EXTRACTED RECORDS ->
___

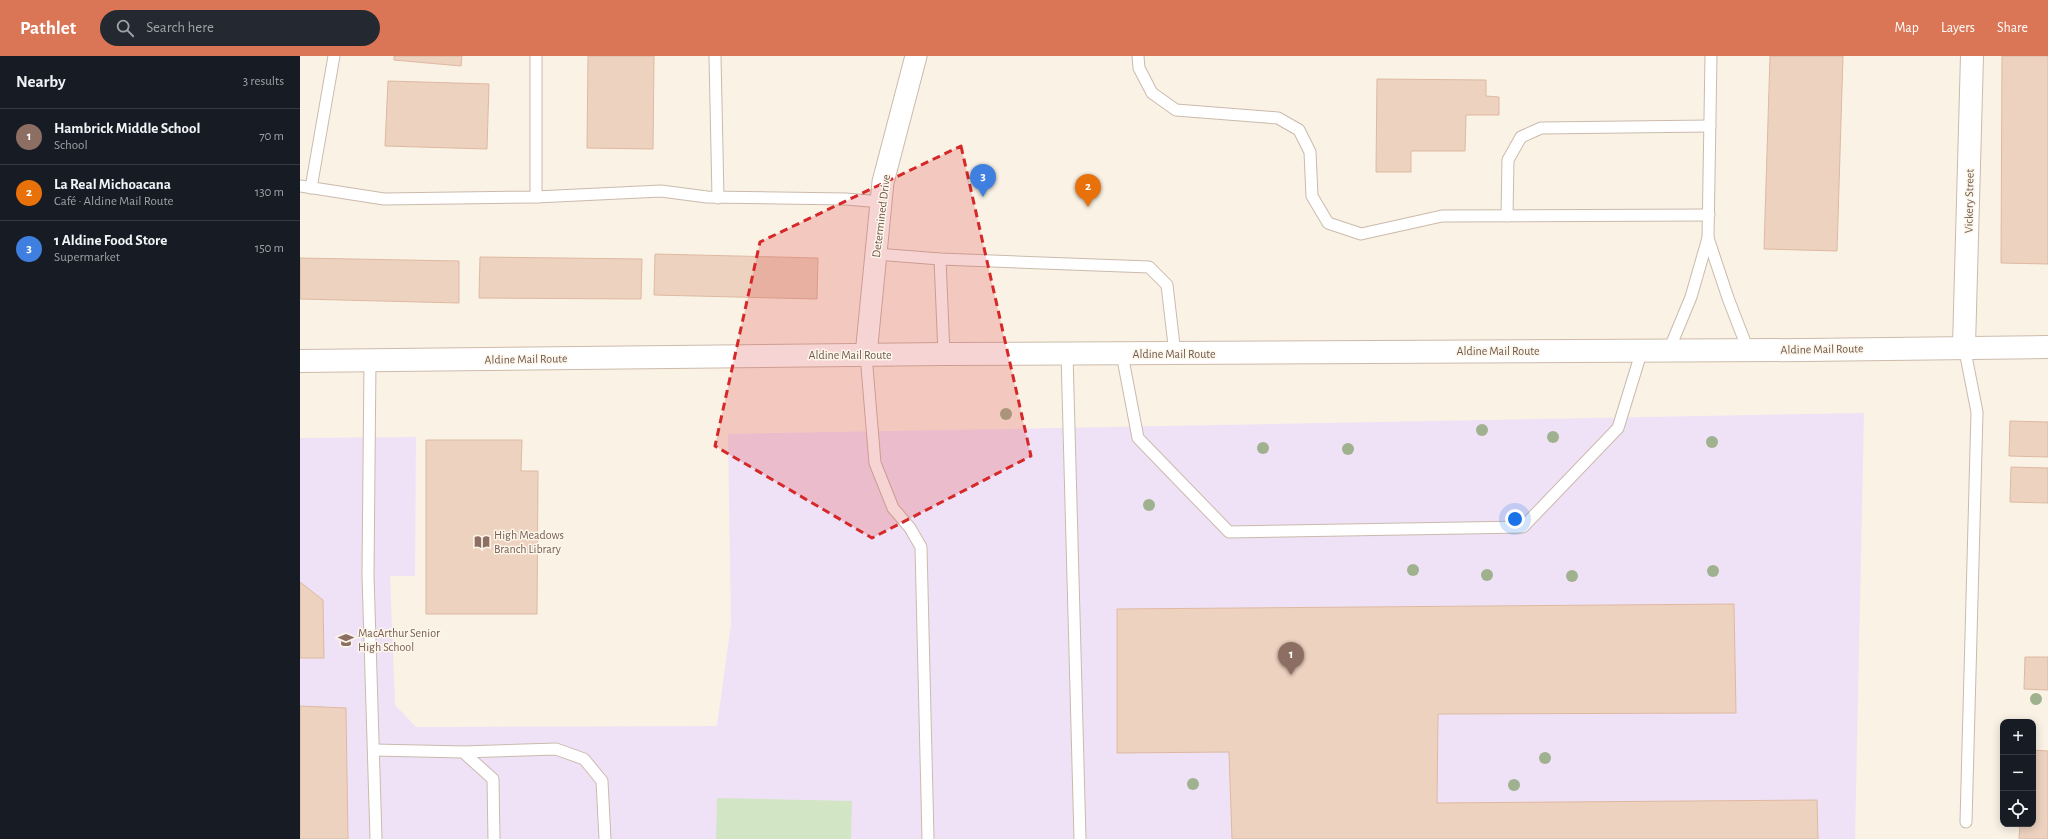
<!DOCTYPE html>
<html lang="en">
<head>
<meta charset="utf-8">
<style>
	:root { --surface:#171b24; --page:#242831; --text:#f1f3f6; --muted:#9ea1a6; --line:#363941; --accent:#da7555 }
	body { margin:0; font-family:"Alegreya Sans",sans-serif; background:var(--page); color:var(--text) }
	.controls { position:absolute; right:12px; bottom:12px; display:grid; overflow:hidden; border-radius:8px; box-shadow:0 2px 10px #0003 }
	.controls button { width:36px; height:36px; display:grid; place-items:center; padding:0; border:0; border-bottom:1px solid var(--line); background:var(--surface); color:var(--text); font:20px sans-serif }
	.you { position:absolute; left:1215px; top:463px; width:14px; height:14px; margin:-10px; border:3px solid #fff; border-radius:50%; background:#1a73e8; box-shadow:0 0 0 6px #1a73e833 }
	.badge { display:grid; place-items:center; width:26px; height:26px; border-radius:50%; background:var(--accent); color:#fff; font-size:13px; font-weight:700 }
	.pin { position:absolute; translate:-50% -33px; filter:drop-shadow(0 1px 2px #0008) }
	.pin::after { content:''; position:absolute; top:21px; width:14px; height:12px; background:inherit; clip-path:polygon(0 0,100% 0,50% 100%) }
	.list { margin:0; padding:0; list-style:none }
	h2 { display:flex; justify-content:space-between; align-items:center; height:52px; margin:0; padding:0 16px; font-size:17px }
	h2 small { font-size:13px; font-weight:400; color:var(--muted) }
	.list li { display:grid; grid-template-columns:26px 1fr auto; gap:12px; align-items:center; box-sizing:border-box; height:56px; padding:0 16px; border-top:1px solid var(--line) }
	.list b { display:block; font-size:15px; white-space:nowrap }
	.list p { margin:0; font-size:13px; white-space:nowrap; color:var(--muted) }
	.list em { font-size:13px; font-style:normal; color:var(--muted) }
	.icon { flex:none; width:22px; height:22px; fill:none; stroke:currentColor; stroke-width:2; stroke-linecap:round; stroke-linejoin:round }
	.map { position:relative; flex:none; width:1748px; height:783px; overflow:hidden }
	header { display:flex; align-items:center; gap:24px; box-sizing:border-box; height:56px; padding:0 20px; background:var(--accent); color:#fff }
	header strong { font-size:19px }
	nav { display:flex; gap:22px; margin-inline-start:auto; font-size:14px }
	.search { width:280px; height:36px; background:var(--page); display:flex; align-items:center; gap:10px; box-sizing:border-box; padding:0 14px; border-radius:22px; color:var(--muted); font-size:15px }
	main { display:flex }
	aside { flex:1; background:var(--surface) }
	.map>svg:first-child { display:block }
	.education { fill:#efe2f6 }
	.green { fill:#d2e6c5 }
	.building { fill:#edd2bf; stroke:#deb9a1 }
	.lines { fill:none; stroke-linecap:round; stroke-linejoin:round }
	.service-casing { stroke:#cbbaac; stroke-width:13 }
	.minor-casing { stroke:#cbbaac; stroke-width:23 }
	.tertiary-casing { stroke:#cbbaac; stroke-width:24 }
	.secondary-casing { stroke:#cdbbab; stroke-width:24 }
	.service { stroke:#fff; stroke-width:11 }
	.minor { stroke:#fff; stroke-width:21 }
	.tertiary { stroke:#fff; stroke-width:22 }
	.secondary { stroke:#fff; stroke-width:22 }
	.tree { fill:#a0b18f }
	.marked { fill:#d62828; fill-opacity:0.2; stroke:#d62828; stroke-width:3; stroke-dasharray:8 5; stroke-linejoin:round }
	.labels { text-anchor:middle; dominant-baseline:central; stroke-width:3; stroke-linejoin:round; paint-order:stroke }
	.street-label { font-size:12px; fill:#715a4d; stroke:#fdf6eb }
	.education-label { font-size:12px; fill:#785e54; stroke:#fdf6eb; text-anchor:start }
</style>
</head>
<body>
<header>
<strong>Pathlet</strong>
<div class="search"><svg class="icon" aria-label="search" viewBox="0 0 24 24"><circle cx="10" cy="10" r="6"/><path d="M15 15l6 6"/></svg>Search here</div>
<nav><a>Map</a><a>Layers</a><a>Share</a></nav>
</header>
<main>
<aside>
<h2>Nearby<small>3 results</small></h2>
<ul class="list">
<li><span class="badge" style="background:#8d6e63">1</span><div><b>Hambrick Middle School</b><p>School</p></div><em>70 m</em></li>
<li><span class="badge" style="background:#e8710a">2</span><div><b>La Real Michoacana</b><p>Café · Aldine Mail Route</p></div><em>130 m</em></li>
<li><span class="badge" style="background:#3f7fe0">3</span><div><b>1 Aldine Food Store</b><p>Supermarket</p></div><em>150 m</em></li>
</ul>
</aside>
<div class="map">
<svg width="1748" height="783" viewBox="0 0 1748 783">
	<rect width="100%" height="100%" fill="#faf2e5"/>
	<path class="education" d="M1564 357 1555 783H0V382L116 381 115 520H90L95 649 116 671 417 670 431 568 428 378Z"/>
	<path class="green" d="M417 742 552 745 551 783H416Z"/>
	<g class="building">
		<path d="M94 0H162L161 10 94 4Z"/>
		<path d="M288 0H354L353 93 287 92Z"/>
		<path d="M1470 0H1543L1537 195 1464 193Z"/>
		<path d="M1702 0H1748V208L1701 207Z"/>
		<path d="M1077 23 1186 24V40L1199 41V59H1166L1165 95H1111V116H1076Z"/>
		<path d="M88 25 189 28 187 93 85 90Z"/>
		<path d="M355 198 518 202 517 243 354 239Z"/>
		<path d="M180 201 342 203 341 243 179 242Z"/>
		<path d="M0 202 159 205V247L0 243Z"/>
		<path d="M1710 365 1748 366V401L1709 400Z"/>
		<path d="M126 384H222L221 415H238L237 558H126Z"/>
		<path d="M1711 411 1748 412V447L1710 446Z"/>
		<path d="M0 526 23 544 24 602H0Z"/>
		<path d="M1434 548 1436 657 1138 658 1137 747 1517 744 1518 783H932L929 696 817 697V553Z"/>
		<path d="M1725 601H1748V634L1724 633Z"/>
		<path d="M0 650 46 652 48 783H0Z"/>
		<path d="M1733 694 1748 695V783H1719L1720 768H1733Z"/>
	</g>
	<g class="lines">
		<defs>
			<g id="service">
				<path d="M415 0 418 142"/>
				<path d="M838 0 839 12 852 37 876 54 978 62 999 74 1010 96 1012 140 1028 167 1061 178 1142 160 1409 159"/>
				<path d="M0 130 84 143 236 141 361 135 407 141 546 143 581 146"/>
				<path d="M11 132 34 0"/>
				<path d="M236 141V0"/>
				<path d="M1207 160 1208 104 1221 81 1241 72 1410 70"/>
				<path d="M1408 182 1428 242 1448 294"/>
				<path d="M576 198 640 203 849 211 867 229 875 298"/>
				<path d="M640 203 644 298"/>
				<path d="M1664 290 1677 356 1666 766"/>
				<path d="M1369 294 1391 241 1408 182 1411 0"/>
				<path d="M767 298 780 783"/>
				<path d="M822 298 838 382 929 476 1223 471 1318 372 1342 294"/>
				<path d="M566 299 575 407 593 452 610 472 621 491 628 783"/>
				<path d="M70 304 68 519 76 783"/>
				<path d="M74 694 163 696 193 723 194 783"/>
				<path d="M163 696 256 693 284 703 302 725 305 783"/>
			</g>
			<path id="minor" d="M566 299 583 126 616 0"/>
			<path id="tertiary" d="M1664 290 1672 0"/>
			<path id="secondary" d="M0 305 644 298 1505 294 1748 291"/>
		</defs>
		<use href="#service" class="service-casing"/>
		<use href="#minor" class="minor-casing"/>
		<use href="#tertiary" class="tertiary-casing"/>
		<use href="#secondary" class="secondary-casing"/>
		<use href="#service" class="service"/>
		<use href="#minor" class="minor"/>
		<use href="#tertiary" class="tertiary"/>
		<use href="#secondary" class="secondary"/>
	</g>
	<g class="tree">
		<circle cx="706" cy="358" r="6"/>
		<circle cx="1182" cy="374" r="6"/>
		<circle cx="1253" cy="381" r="6"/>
		<circle cx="1412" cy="386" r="6"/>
		<circle cx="963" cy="392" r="6"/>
		<circle cx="1048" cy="393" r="6"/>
		<circle cx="849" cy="449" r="6"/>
		<circle cx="1113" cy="514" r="6"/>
		<circle cx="1413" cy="515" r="6"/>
		<circle cx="1187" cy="519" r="6"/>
		<circle cx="1272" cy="520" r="6"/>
		<circle cx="1736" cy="643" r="6"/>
		<circle cx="1245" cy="702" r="6"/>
		<circle cx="893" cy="728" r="6"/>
		<circle cx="1214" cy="729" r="6"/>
	</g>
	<path class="marked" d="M661 90 731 400 572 482 415 390 460 186Z"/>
	<defs>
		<symbol id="library-bare" viewBox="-9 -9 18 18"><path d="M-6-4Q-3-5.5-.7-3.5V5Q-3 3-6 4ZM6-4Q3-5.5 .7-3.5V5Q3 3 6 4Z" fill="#8d6e63" stroke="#fdf6eb" stroke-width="2.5" paint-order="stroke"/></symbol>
		<symbol id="school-bare" viewBox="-9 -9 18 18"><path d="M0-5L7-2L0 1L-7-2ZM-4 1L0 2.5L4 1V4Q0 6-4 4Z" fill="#8d6e63" stroke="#fdf6eb" stroke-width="2.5" paint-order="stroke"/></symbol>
	</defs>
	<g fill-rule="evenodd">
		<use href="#library-bare" x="171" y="475" width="22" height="22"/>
		<use href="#school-bare" x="35" y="573" width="22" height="22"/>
	</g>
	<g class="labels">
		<g class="street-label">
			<text transform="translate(1669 145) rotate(-89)">Vickery Street</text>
			<text transform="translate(581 160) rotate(-83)">Determined Drive</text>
			<text transform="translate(1522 293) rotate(-1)">Aldine Mail Route</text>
			<text x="1198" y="295">Aldine Mail Route</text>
			<text x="874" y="298">Aldine Mail Route</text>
			<text x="550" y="299">Aldine Mail Route</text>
			<text transform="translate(226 303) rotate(-1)">Aldine Mail Route</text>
		</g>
		<g class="education-label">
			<text x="194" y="479">High Meadows<tspan x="194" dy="14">Branch Library</tspan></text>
			<text x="58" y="577">MacArthur Senior<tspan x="58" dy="14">High School</tspan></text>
		</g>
	</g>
</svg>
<div class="controls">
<button>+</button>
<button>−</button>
<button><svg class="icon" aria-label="locate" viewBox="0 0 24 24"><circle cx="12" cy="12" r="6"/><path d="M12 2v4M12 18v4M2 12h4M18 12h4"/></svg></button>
</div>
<div class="you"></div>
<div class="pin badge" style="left:991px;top:619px;background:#8d6e63">1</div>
<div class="pin badge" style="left:788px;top:151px;background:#e8710a">2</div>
<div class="pin badge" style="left:683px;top:141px;background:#3f7fe0">3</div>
</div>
</main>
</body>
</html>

___

ASSIGNED TASK -> I would like the number of lines in the material above that contain the string "shadow", with no other words in the reply.

ANSWER SECTION -> 3